### TASK OBJECTIVE
Please say how many lines below include the word "list", with nothing beyond the number.

(Stored items)

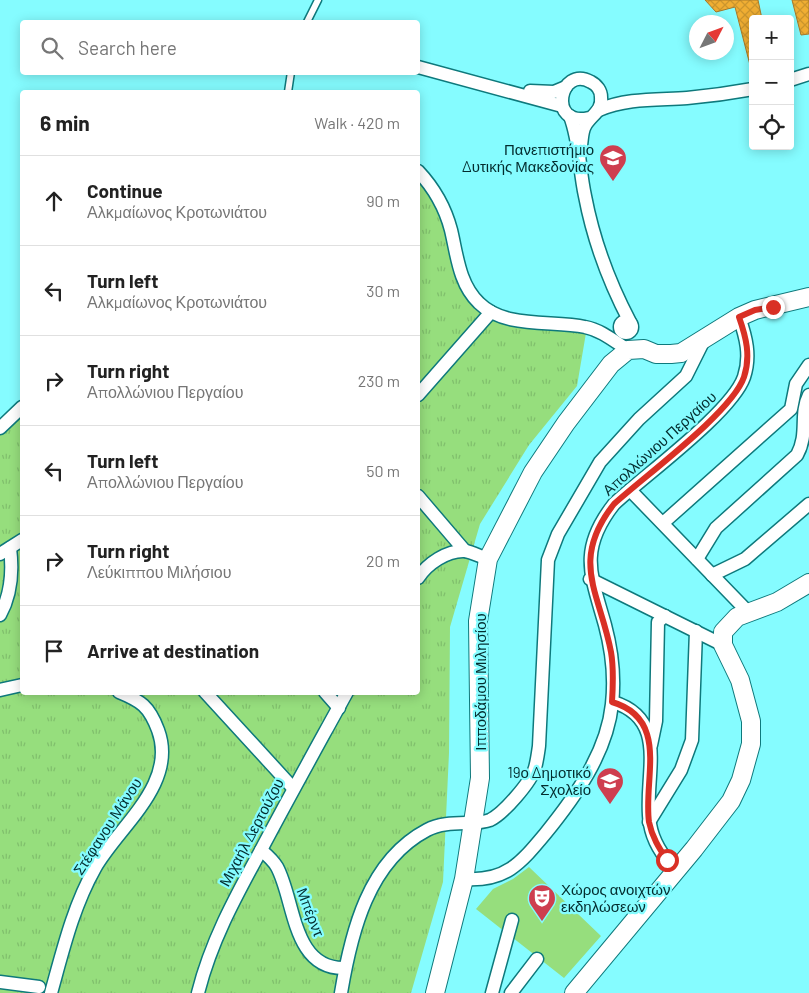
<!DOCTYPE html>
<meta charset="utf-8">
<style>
body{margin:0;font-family:Barlow,sans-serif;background:#f6f6f6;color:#222}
.controls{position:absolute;right:15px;top:15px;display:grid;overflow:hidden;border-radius:5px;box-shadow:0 2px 12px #0003}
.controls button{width:45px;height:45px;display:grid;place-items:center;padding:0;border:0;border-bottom:1px solid #e0e0e0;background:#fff;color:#222;font:25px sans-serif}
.compass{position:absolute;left:689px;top:15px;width:45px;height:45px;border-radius:50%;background:#fff;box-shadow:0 2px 12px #0003;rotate:48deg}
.stop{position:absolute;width:15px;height:15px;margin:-11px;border:4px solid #d93025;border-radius:50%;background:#fff}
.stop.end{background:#d93025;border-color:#fff;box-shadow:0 1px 5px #0008}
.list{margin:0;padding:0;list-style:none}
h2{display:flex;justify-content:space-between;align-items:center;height:65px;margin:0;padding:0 20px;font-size:21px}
h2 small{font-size:16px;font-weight:400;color:#767676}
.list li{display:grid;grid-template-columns:32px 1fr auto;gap:15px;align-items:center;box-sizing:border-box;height:90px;padding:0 20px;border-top:1px solid #e0e0e0}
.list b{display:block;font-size:19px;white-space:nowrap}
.list p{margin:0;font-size:16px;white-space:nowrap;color:#767676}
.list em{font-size:16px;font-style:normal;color:#767676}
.icon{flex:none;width:28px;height:28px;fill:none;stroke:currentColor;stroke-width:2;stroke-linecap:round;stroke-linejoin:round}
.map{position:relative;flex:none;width:809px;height:993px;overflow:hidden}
.search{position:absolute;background:#fff;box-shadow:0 2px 12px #0003;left:20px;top:20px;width:400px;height:55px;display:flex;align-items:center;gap:12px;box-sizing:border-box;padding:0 18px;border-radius:5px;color:#767676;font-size:19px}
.panel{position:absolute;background:#fff;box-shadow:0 2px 12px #0003;left:20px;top:90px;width:400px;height:605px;border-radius:5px}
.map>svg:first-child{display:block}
</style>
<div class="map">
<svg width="809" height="993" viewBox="0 0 809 993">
<defs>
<pattern id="grass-tufts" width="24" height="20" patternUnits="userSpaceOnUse" patternTransform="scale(1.25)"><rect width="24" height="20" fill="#96de7d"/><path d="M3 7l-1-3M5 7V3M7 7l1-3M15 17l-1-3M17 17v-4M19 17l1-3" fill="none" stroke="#80bf6c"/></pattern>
<pattern id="building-cross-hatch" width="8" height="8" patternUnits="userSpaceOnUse" patternTransform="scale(1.25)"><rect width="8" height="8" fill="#f0ae33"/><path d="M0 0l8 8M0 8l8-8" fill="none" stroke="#cc962d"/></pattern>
</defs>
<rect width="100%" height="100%" fill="#85fcff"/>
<path fill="url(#grass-tufts)" d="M418,171L441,202L463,276L491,312L587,327L577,386L529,445L480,524L450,627L449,753L443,882L411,993H0V428L22,407V692H418Z"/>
<path fill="#96de7d" d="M529,867L601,936L564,978L476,909L493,889L513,879Z"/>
<g fill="url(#building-cross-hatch)" stroke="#a5792b">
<path d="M705,0H758L762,19H753V65H750L735,7L716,12Z"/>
<path d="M792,0H809V34L801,35Z"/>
</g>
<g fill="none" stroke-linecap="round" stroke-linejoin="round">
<g stroke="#0e797c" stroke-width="9">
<g id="lane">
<path d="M307,22L318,0"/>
<path d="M288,92L291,72"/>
</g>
</g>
<g stroke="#0e797c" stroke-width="15">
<g id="street">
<path d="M418,67L562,106"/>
<path d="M790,80L809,74"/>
<path d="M530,91L554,92L566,87"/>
<path d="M599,110C626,98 658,100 687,98C709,96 731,93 753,89"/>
<path d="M570,116C580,142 579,169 585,196C593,238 610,284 630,322"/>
<path d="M581,145C582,139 582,131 585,126C590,116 603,111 601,97C601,91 597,85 591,82C559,64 547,128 589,118"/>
<path d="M418,171C434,188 445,207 451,230C457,255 459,284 479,303C505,329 552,320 585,327C601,330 614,341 628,350"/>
<circle cx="626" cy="327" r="6"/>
<path d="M418,395L491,312"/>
<path d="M0,428L22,407"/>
<path d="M630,490L749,613"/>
<path d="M418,496L465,551"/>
<path d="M663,523L791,409L796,384L809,365"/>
<path d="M0,554L22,540"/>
<path d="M697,559L716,528L797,455C809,433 799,415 809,395"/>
<path d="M712,575L745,559L809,504"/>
<path d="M418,578C427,564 447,550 465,551C472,552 481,557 488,559"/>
<path d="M590,579L723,645"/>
<path d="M0,615C12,593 13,571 10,548"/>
<path d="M0,690L22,685"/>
<path d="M205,692L293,788"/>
<path d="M325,692L339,708"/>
<path d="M613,702C672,720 642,780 650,824C653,842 663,857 676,870"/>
<path d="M651,745L656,721L658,622L665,616"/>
<path d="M649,822L681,770L692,740L696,631"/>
<path d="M261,850C267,855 273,860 277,867C295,900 292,970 345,968"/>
<path d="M464,879C505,882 520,864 545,834C575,797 607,753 612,704C615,677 612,651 605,625C591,575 578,550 614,504C645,475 732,412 744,377C751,356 746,337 739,317"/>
<path d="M0,982L39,987"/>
<path d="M51,993C63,950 73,907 95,868C119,826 178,784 158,730C149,706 141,701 119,692"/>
<path d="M198,993C211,941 236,896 261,850C289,797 318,745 347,692"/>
<path d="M341,993C351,933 368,861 427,830C447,819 475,826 490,820C503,814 531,782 535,768C537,761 538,753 539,746L548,560L558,534L600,462L639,419L686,376L704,340"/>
<path d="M492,993L512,920"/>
<path d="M511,993L537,959"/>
</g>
</g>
<g stroke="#0e797c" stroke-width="20">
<g id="secondary">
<path d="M435,993L464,879L480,778L478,621L488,559L533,472L566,423L611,364L628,350L644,349L656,354H671L681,353L739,317L755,310L809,297"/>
<path d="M574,993L694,849L731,801L741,780L751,744V721L740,680L723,645V632L737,617L777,602L809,583"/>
</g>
</g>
<use href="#lane" stroke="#fff" stroke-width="6"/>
<use href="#street" stroke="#fff" stroke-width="12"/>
<use href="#secondary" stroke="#fff" stroke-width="18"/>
</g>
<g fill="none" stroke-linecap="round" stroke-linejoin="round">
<path stroke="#d93025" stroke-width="6" d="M667,860C659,848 652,837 649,822C643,779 670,719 612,702C613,686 614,669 611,652C600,593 569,561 614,504C646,475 732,412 744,377C751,356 746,337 739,317L755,310L773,307"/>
</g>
<defs>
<g id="university-pin" transform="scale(1.4375)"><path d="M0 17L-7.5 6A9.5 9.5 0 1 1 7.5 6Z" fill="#ce3e4f" stroke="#85fcff"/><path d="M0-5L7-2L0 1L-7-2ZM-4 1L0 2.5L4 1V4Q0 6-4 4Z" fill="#fff"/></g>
<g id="school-pin" transform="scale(1.4375)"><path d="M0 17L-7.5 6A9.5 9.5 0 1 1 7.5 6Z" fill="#ce3e4f" stroke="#85fcff"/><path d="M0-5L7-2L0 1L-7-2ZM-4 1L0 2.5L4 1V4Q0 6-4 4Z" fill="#fff"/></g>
<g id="theatre-pin" transform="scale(1.4375)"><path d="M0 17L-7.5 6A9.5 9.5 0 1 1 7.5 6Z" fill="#ce3e4f" stroke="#85fcff"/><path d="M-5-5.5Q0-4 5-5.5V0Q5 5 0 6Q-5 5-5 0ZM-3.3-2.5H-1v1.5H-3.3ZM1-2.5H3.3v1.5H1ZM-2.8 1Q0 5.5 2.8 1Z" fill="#fff"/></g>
</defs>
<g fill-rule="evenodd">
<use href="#university-pin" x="613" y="158"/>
<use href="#school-pin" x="610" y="781"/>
<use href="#theatre-pin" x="542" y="898"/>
</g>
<g text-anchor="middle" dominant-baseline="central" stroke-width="4.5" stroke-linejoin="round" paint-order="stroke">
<g font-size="15" fill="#032c2e" stroke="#85fcff" text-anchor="end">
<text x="594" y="149">Πανεπιστήμιο<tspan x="594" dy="17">Δυτικής Μακεδονίας</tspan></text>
<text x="591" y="772">19ο Δημοτικό<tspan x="591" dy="17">Σχολείο</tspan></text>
<text x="561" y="889" text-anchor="start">Χώρος ανοιχτών<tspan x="561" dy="17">εκδηλώσεων</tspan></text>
</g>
<g font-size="15" fill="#032c2e" stroke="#85fcff">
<text transform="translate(659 443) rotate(-42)">Απολλώνιου Περγαίου</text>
<text transform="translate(480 682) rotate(-90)">Ιπποδάμου Μιλησίου</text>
<text transform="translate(107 826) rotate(-57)">Στέφανου Μάνου</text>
<text transform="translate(251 832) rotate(-62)">Μιχαήλ Δερτούζου</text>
<text transform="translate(311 912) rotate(69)">Μπέρντ</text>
</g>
</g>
</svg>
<div class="controls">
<button>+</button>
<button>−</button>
<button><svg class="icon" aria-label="locate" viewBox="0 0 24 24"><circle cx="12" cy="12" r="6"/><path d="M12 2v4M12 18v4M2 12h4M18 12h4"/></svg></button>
</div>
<svg class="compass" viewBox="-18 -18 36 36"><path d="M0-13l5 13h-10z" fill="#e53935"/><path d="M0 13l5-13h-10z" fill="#767676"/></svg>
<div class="stop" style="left:667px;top:860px"></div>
<div class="stop end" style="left:773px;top:307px"></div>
<div class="search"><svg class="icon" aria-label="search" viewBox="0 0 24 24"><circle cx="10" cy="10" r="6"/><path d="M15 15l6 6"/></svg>Search here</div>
<section class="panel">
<h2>6 min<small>Walk · 420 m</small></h2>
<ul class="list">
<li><svg class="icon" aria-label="ahead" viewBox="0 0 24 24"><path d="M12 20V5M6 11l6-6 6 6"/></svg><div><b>Continue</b><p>Αλκμαίωνος Κροτωνιάτου</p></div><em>90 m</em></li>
<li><svg class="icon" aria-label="left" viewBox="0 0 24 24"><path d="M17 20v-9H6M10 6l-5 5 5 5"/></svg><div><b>Turn left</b><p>Αλκμαίωνος Κροτωνιάτου</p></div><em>30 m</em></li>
<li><svg class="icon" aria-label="right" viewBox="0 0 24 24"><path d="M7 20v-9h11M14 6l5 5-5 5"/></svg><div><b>Turn right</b><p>Απολλώνιου Περγαίου</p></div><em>230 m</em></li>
<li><svg class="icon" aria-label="left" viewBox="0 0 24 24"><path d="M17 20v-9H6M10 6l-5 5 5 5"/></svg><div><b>Turn left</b><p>Απολλώνιου Περγαίου</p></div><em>50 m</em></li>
<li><svg class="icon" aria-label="right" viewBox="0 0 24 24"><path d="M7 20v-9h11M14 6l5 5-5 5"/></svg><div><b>Turn right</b><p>Λεύκιππου Μιλήσιου</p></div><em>20 m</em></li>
<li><svg class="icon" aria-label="arrive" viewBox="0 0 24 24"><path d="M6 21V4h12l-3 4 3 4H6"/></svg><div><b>Arrive at destination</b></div></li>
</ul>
</section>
</div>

### RESPONSE TO THIS TASK
6